About this exercise
Line for line, return the data exactly, omitting all pictures.

——————

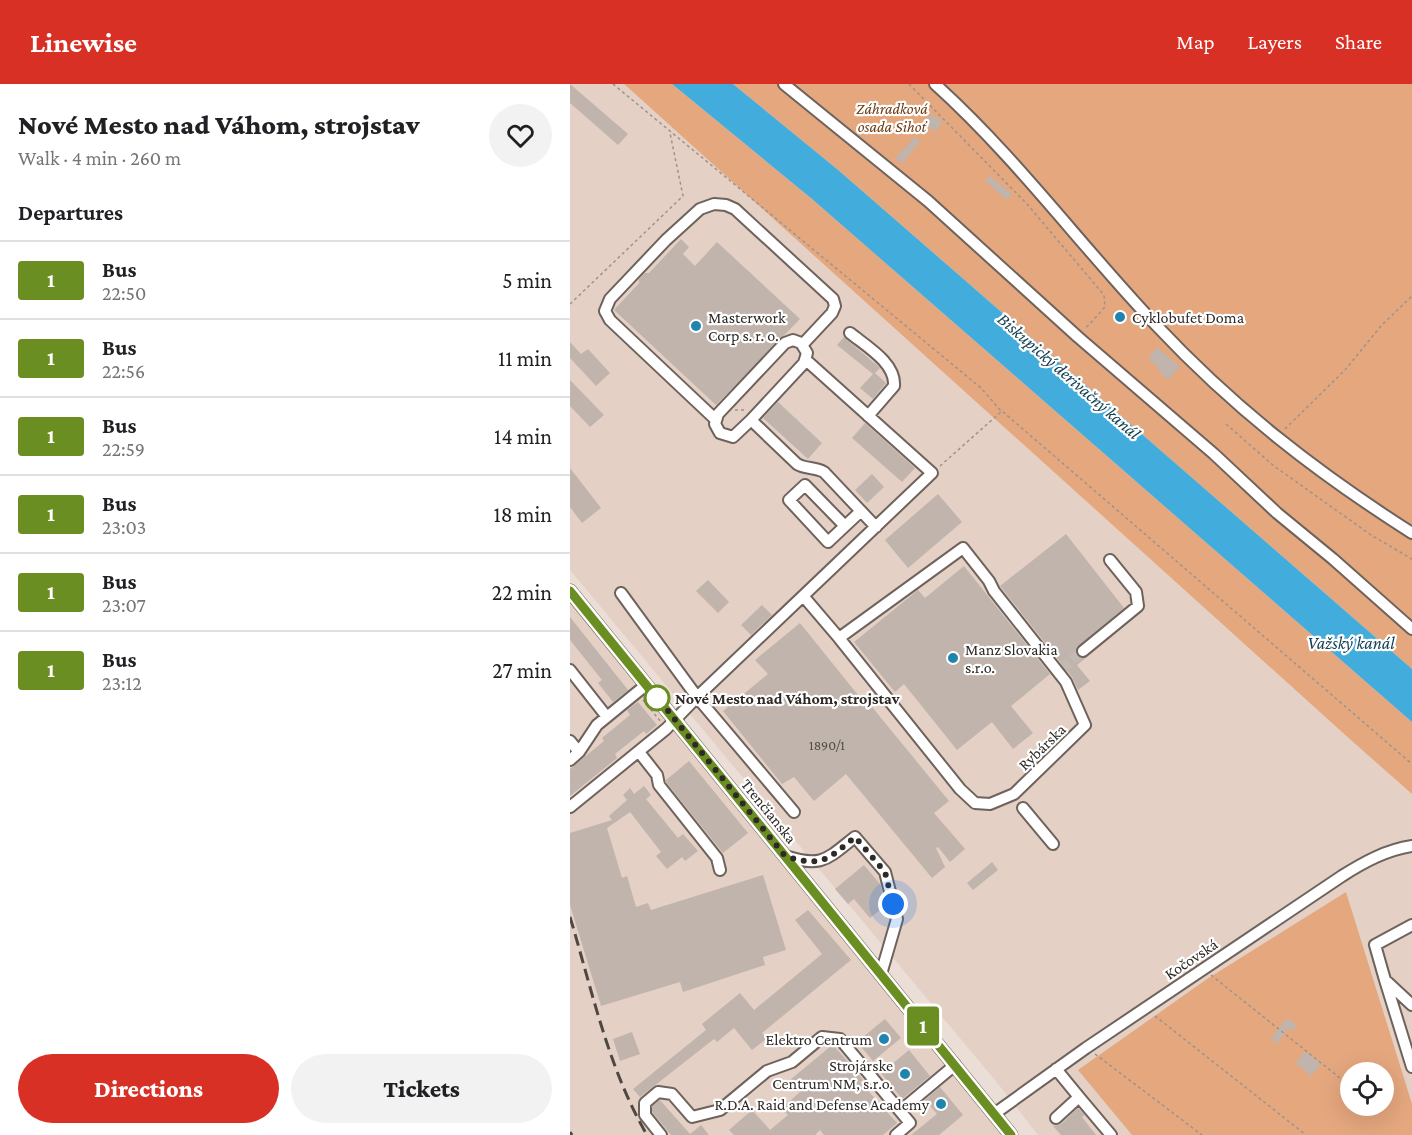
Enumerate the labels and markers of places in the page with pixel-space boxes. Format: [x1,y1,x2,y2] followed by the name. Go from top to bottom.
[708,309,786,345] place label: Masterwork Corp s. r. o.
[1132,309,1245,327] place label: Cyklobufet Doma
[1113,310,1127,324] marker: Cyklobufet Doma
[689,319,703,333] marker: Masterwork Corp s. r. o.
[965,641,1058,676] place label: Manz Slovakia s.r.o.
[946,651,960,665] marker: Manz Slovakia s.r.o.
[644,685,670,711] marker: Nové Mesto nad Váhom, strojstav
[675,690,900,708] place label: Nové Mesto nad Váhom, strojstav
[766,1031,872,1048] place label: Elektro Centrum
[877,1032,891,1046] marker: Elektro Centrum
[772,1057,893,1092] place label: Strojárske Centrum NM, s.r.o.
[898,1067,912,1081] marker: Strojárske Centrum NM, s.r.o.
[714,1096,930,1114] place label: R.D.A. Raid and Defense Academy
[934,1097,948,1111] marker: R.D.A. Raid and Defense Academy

——————

Task response
Enumerate the labels and markers of places in the page with pixel-space boxes. Format: [x1,y1,x2,y2] followed by the name. Go from top to bottom.
[708,309,786,345] place label: Masterwork Corp s. r. o.
[1132,309,1245,327] place label: Cyklobufet Doma
[1113,310,1127,324] marker: Cyklobufet Doma
[689,319,703,333] marker: Masterwork Corp s. r. o.
[965,641,1058,676] place label: Manz Slovakia s.r.o.
[946,651,960,665] marker: Manz Slovakia s.r.o.
[644,685,670,711] marker: Nové Mesto nad Váhom, strojstav
[675,690,900,708] place label: Nové Mesto nad Váhom, strojstav
[766,1031,872,1048] place label: Elektro Centrum
[877,1032,891,1046] marker: Elektro Centrum
[772,1057,893,1092] place label: Strojárske Centrum NM, s.r.o.
[898,1067,912,1081] marker: Strojárske Centrum NM, s.r.o.
[714,1096,930,1114] place label: R.D.A. Raid and Defense Academy
[934,1097,948,1111] marker: R.D.A. Raid and Defense Academy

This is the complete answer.